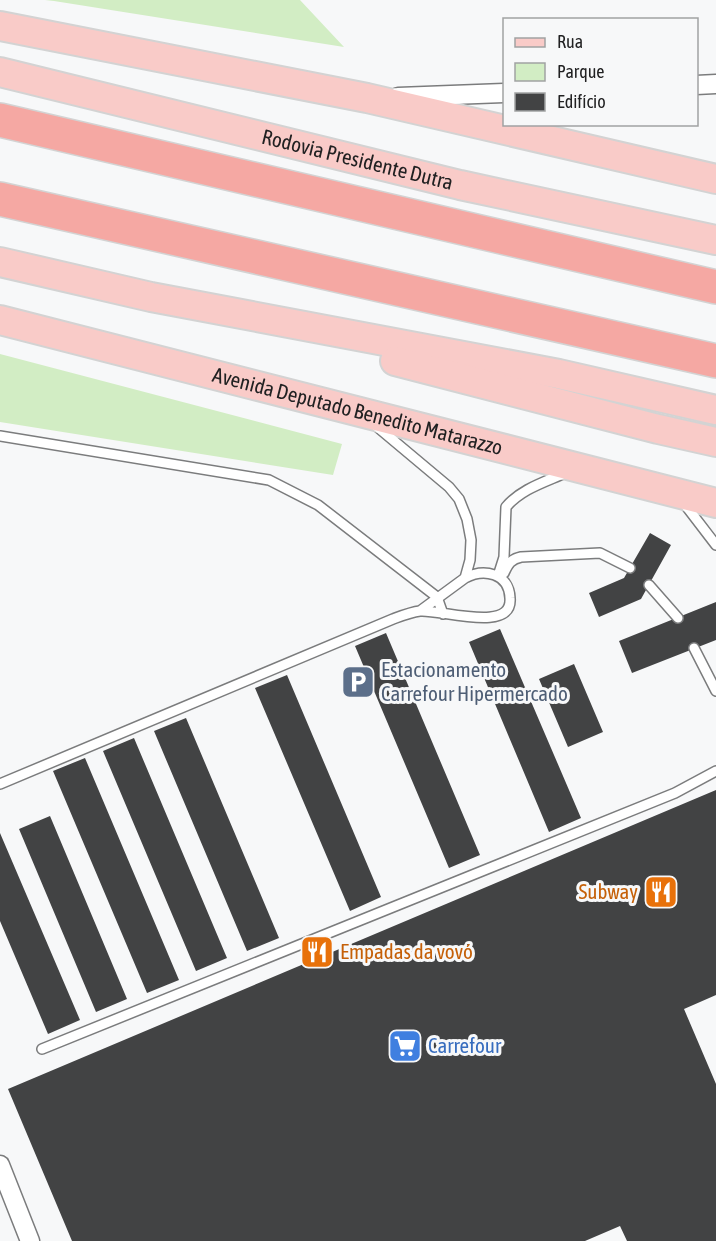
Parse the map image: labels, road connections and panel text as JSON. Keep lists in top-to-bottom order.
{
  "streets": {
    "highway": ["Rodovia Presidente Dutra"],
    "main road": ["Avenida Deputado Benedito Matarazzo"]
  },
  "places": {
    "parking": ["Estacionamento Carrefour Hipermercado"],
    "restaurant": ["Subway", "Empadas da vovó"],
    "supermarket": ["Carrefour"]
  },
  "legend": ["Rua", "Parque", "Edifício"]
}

Exercise directions >> Each line above is to be repeated exactly as written; no picture is carried over.

The answer >>
Parse the map image: labels, road connections and panel text as JSON. Keep lists in top-to-bottom order.
{
  "streets": {
    "highway": ["Rodovia Presidente Dutra"],
    "main road": ["Avenida Deputado Benedito Matarazzo"]
  },
  "places": {
    "parking": ["Estacionamento Carrefour Hipermercado"],
    "restaurant": ["Subway", "Empadas da vovó"],
    "supermarket": ["Carrefour"]
  },
  "legend": ["Rua", "Parque", "Edifício"]
}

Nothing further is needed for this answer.